There was another article at MIT Technology Review reporting a shocking finding by an academic paper: in AI development, “the process can emit more than 626,000 pounds of carbon dioxide equivalent—nearly five times the lifetime emissions of the average American car (and that includes manufacture of the car itself).” (Hao, 2019)

The next bar chart compares the carbon footprint of different activities: for example, 11K lbs for human life versus 626K for Deep Learning Transformer (213 parameters) model. (MIT Technology Review, ND)

As a precaution, the particular Deep Learning model that is referred to in the article does not represent the average energy consumption of all the variety of Deep Learning models used today. Nevertheless, the chart eloquently paints a picture the dark reality of Deep Learning: how bad its energy inefficiency could be.
Obviously, in the age of climate change there is a need for a change in the architecture of Deep Learning to enhance energy efficiency going forward.

Now, an important thing is to take a holistic approach when we pursue energy efficiency. We have to achieve the goal without sacrificing other essential operating factors: accuracy, throughput, latency, hardware flexibility, hardware cost, and scalability.

There are layers of trade-off between energy efficiency efforts and these other essential operating factors. Obviously, it is not simple.

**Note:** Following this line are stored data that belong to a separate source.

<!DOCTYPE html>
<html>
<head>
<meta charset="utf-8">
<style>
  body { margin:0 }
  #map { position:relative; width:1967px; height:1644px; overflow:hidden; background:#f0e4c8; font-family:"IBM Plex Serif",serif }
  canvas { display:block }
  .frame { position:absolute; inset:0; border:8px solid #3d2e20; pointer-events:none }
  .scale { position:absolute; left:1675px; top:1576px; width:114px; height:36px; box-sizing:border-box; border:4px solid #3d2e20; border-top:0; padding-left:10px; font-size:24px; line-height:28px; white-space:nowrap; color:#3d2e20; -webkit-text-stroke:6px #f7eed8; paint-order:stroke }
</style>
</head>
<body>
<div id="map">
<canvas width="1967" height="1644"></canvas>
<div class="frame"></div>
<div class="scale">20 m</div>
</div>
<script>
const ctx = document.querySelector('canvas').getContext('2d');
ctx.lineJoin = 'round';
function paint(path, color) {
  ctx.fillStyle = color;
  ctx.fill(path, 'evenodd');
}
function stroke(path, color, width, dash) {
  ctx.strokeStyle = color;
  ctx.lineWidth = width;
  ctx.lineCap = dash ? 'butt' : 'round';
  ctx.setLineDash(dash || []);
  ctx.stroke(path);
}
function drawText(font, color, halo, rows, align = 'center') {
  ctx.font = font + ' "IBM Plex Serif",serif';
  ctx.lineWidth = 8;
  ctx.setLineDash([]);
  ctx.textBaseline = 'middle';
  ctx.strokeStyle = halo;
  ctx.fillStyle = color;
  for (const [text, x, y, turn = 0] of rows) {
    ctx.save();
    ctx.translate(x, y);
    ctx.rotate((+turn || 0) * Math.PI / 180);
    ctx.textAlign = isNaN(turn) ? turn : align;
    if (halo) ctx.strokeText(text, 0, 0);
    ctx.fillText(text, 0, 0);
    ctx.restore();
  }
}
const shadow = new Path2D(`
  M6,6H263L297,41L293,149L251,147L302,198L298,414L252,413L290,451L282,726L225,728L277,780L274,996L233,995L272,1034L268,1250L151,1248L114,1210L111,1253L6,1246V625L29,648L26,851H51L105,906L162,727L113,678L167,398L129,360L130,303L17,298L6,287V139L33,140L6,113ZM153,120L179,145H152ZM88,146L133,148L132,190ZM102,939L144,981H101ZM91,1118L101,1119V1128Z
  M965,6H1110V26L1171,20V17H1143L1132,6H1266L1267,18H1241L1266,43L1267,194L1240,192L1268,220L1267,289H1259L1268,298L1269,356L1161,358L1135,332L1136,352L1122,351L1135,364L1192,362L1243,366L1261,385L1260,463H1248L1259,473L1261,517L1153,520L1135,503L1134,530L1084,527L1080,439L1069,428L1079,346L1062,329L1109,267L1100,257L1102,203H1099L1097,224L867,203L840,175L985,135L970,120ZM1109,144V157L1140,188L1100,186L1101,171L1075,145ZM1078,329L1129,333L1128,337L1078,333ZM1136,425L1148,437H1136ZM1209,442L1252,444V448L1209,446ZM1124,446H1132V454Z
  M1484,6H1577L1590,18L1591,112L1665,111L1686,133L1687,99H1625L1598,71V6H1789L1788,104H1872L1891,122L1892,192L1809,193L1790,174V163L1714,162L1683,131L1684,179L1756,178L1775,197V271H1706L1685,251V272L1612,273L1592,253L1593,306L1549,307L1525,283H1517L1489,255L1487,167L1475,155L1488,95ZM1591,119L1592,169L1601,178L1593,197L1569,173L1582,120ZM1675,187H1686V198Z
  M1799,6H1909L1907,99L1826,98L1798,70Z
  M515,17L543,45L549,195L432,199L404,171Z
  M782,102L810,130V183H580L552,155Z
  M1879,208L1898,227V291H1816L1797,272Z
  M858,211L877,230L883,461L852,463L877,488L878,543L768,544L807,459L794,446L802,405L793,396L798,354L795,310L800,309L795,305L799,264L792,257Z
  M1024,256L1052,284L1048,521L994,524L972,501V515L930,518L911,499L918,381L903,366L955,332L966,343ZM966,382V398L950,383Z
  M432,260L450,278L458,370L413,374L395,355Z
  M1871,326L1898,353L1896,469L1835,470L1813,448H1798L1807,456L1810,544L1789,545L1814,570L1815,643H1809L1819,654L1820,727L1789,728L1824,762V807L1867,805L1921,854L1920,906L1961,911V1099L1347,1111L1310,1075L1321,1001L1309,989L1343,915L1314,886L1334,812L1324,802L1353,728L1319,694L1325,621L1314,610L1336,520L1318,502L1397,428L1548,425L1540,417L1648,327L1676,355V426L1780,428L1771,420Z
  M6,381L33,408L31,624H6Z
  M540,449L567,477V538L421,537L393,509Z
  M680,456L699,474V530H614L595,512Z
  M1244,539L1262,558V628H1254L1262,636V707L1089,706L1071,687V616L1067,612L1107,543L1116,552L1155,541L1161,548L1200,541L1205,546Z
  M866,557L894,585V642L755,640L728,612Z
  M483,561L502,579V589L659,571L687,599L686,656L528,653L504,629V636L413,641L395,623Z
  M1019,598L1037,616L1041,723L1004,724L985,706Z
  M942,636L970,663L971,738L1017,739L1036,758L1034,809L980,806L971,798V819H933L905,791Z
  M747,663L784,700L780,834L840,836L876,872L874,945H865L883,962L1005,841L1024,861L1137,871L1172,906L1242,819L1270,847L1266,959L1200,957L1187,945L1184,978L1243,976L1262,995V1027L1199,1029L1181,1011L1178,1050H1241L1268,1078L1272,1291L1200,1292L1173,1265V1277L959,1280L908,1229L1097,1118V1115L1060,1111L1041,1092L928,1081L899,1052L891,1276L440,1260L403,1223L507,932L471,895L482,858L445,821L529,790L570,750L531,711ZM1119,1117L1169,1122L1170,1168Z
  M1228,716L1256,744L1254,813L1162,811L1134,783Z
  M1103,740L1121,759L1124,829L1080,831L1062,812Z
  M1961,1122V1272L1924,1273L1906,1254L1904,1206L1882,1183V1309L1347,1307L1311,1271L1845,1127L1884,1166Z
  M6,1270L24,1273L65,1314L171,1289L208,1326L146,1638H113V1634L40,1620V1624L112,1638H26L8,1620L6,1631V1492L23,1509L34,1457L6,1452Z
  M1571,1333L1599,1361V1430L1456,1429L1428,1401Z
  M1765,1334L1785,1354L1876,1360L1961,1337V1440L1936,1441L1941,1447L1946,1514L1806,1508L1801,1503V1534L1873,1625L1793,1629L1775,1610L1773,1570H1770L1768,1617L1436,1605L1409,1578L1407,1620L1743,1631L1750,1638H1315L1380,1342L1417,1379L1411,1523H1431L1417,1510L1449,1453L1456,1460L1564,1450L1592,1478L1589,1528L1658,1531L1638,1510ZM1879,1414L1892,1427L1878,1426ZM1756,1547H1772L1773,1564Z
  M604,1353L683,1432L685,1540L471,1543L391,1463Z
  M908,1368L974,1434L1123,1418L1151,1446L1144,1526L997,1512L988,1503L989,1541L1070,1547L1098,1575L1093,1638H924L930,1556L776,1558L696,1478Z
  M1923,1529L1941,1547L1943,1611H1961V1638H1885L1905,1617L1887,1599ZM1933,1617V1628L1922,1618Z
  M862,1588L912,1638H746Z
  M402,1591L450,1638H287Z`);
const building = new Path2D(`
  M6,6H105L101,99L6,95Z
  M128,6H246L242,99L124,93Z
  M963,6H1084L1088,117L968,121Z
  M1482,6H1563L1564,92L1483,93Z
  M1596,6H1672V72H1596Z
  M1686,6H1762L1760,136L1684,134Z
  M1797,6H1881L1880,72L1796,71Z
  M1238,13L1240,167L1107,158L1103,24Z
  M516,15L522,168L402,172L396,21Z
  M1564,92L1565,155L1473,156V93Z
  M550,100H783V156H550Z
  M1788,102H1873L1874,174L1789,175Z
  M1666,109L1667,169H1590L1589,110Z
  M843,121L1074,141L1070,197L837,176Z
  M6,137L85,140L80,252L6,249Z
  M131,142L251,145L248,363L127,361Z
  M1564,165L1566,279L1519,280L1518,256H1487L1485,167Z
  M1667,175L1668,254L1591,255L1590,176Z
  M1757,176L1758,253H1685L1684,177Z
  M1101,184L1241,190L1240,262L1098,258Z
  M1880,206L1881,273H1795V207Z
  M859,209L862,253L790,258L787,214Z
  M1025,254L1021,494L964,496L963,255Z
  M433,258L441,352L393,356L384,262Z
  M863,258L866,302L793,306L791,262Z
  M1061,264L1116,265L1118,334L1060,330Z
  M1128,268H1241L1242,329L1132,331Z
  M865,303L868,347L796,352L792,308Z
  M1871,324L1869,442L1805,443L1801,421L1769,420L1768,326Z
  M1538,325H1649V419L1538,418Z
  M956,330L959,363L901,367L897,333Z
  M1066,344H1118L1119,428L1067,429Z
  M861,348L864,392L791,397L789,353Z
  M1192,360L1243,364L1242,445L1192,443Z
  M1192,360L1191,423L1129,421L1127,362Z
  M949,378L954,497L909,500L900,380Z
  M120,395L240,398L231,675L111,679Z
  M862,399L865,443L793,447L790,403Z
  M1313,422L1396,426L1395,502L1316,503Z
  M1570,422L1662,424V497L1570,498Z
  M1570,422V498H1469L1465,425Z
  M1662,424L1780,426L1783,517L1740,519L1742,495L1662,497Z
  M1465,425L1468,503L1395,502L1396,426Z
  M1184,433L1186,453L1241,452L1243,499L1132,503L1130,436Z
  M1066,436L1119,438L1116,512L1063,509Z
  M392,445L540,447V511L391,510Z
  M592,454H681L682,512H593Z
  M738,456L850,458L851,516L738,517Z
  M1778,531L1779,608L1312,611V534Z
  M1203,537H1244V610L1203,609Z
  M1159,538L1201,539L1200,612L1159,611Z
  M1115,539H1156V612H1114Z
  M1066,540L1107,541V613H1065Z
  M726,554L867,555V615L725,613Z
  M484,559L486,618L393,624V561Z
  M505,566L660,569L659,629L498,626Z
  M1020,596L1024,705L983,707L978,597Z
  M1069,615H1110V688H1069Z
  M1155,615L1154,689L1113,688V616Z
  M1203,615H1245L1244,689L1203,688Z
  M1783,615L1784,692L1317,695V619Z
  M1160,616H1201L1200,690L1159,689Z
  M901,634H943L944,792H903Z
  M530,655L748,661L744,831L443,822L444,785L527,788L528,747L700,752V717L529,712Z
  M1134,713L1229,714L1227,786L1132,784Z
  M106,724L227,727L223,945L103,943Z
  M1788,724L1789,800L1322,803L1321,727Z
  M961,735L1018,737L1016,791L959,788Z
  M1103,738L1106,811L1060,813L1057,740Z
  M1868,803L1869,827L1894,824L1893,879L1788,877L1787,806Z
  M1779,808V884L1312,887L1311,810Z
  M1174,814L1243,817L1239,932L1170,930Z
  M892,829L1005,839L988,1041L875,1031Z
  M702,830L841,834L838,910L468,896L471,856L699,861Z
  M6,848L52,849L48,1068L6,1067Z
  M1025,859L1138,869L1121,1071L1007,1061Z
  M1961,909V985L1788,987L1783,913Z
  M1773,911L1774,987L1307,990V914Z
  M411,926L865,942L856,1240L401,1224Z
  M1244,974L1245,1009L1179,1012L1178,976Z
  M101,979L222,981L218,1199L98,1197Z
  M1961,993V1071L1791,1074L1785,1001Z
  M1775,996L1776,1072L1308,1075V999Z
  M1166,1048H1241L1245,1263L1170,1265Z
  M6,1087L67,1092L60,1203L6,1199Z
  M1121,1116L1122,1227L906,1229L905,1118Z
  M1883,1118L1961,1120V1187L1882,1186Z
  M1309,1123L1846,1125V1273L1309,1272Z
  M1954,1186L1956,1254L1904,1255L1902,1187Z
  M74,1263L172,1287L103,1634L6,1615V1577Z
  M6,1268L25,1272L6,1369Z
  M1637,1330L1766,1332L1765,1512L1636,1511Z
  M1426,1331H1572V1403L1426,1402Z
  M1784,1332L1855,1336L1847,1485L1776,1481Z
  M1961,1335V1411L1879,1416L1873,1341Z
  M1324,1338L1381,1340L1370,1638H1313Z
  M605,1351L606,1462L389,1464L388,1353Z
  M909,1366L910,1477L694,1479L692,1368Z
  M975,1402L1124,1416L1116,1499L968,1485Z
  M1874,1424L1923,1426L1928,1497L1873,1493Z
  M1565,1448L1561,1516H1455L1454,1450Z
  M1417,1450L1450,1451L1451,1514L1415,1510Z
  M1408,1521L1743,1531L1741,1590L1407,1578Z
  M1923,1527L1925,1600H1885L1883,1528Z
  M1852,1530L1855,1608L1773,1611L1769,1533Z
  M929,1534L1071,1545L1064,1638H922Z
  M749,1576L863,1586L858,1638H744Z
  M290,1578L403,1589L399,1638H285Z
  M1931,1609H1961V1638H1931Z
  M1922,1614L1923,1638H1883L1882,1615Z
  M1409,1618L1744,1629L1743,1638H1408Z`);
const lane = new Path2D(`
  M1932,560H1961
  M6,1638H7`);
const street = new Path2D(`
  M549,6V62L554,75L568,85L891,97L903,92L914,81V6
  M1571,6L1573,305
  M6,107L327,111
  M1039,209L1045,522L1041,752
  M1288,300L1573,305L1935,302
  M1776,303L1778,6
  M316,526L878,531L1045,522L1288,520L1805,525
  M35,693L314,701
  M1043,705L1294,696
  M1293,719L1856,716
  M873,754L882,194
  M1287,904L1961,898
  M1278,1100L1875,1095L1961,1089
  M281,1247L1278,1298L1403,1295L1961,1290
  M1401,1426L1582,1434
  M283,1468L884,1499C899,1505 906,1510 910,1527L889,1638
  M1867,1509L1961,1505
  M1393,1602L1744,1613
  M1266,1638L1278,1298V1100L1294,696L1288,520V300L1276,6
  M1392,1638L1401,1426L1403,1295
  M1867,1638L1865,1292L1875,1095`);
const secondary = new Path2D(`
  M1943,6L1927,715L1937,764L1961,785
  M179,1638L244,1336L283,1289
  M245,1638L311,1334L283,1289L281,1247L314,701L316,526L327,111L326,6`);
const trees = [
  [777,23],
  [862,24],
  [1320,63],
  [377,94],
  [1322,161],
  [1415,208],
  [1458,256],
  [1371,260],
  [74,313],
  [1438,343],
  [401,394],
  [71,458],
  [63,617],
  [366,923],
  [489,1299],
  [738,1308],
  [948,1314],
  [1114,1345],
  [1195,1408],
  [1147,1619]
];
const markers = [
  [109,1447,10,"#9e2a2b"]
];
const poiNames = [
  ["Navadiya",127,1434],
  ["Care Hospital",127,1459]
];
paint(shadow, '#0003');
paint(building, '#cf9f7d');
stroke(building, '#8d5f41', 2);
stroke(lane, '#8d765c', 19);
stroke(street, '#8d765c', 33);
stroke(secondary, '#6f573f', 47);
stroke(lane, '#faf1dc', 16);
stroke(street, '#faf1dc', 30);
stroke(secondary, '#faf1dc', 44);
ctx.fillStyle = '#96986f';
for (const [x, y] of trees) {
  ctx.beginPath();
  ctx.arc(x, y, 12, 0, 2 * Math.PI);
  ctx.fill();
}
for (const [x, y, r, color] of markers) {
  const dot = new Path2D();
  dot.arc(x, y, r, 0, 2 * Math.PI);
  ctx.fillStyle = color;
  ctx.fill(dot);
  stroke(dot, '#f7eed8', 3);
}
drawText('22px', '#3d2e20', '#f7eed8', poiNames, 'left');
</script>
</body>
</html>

Is there any incentive for Deep Learning developers to improve energy efficiency in the future?

I would say: yes, there is; and it could be imperative more than a choice. It is because the pursuit for energy efficiency is beyond carbon footprint: an imperative generation shift in the context of Deep Learning evolution.

Beyond Carbon Footprint: Energy Efficiency is Imperative for DL generation shift.

Beyond carbon footprint, there are other imperative for deep learning community to drastically improve energy efficiency.

Today, advanced Deep Learning models operate in the Cloud Computing space (and HCP/high performance computing). According to Professor Vivienne Sze of MIT, a prominent expert in energy efficient applications of AI, it is imperative that the new generation of Deep Learning shifts from the Cloud base to the Edge (off-line embedded mobile devices) for three reasons: communication, privacy, and latency.

Communication in remote areas off existing network infrastructures.
Privacy protection by keeping sensitive personal information locally off the Cloud network.
Reduction of latency arising from communication lags in the Cloud Network to enhance real time interactions with the local environment (e.g. autonomous navigation).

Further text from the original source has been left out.